«L'embrione è vita umana»

IVREA. Attaccati da entrambi i fronti, quello del sì e quello del no, per la loro scelta di astenersi dalla consultazione. La loro posizione viene definita illegittima, priva di responsabilità, di scarso senso civico. Massimo Campanale, noto avvocato eporediese, ribatte punto per punto alle critiche piovute sui sostenitori dell'astensione durante questa campagna elettorale dai toni sin troppo aspri. «L'astensione non è disimpegno - spiega Campanale -. Lo dimostra il fatto che in questi mesi abbiamo coinvolto moltissime persone sul tema della legge 40».
L'avvocato Massimo Campanale spiega che è la stessa costituzione a legittimare la scelta dell'astensione.
«Se l'articolo 48 parla di dovere civico - dice l'avvocato - questo non deve indurci a credere che il voto sia obbligatorio. In realtà, la costituzione rifiuta l'obbligatorietà del voto in quanto espressione della libera manifestazione del pensiero. L'ordinamento non prevede nessuna sanzione rispetto al mancato esercizio del voto. Inoltre, l'articolo 75 che istituisce il referendum prevede un doppio quorum, quello funzionale e quello formale». «La consultazione referendaria - continua Campanale - è valida se alle urne si reca il 50 per cento più uno degli aventi diritto al voto. Insomma, giuridicamente l'astensione è più che legittima». Sul piano formale, poi, Campanale spiega che è giusto non pretendere dai cittadini una scelta drastica tra il sì e il no su una materia così delicata come quella della fecondazione in vitro. «Su temi così complessi l'astensione è una manifestazione di volontà, è indice reale di civismo - afferma l'avvocato -. Chi non si reca alle urne rimanda la questione sottoposta al referendum nelle sedi istituzionali più appropriate».

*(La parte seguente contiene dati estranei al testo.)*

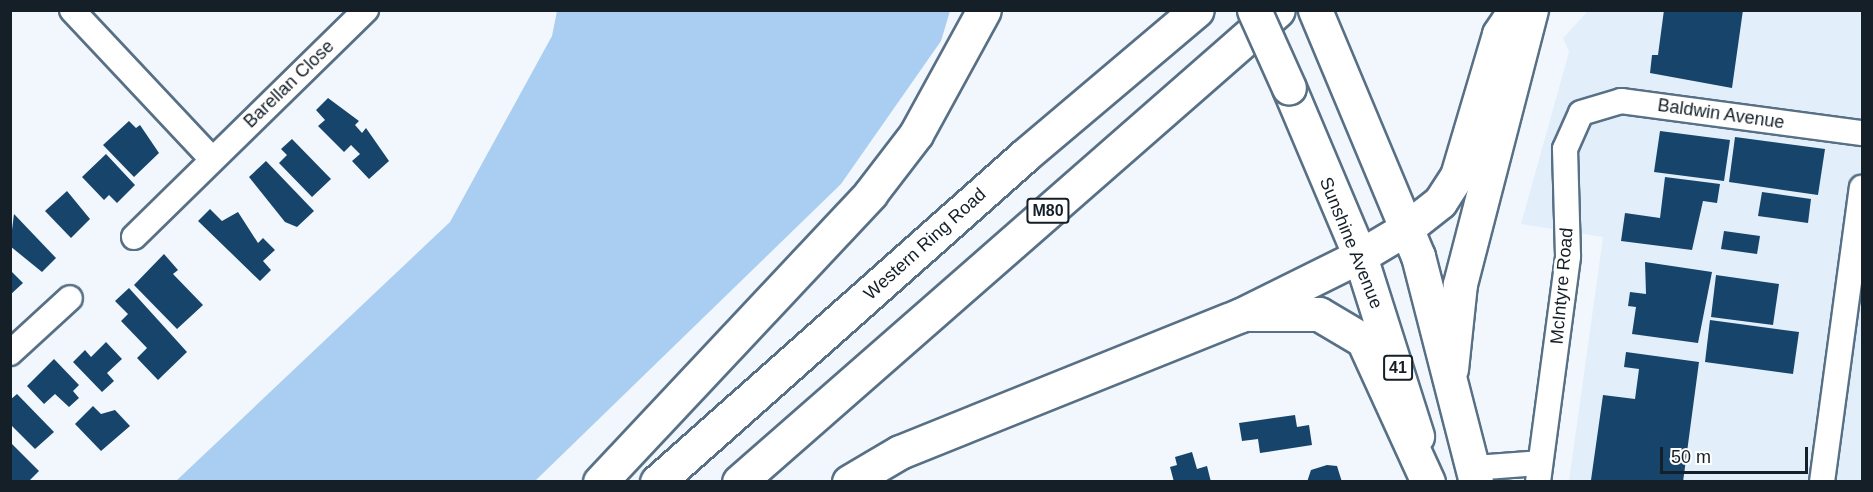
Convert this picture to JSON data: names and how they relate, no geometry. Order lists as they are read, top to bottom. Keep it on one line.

Entrando nel merito dei quesiti proposti dai quattro referendum, Campanale spiega che, se fosse abolito l'articolo 1 della legge 40 del 2004, si introdurrebbe un'arbitraria discriminazione tra esseri umani in base ai tempi del loro sviluppo. «L'attuale legge sancisce l'equivalenza del diritto tra l'embrione e l'essere umano - afferma Campanale -. Abolirla significa capovolgere l'imperativo morale che impone il massimo del rispetto a coloro che non hanno voce, e qui parlo dell'embrione, per esprimere la loro intrinseca dignità. Dico questo sulla base delle evidenze scientifiche». Per Campanale non ci sono dubbi che l'embrione sia un essere umano unico e irripetibile, in quanto contiene in sè il dna. «L'uomo - conclude Camapanale - deve essere consideratao come fine e non come mezzo».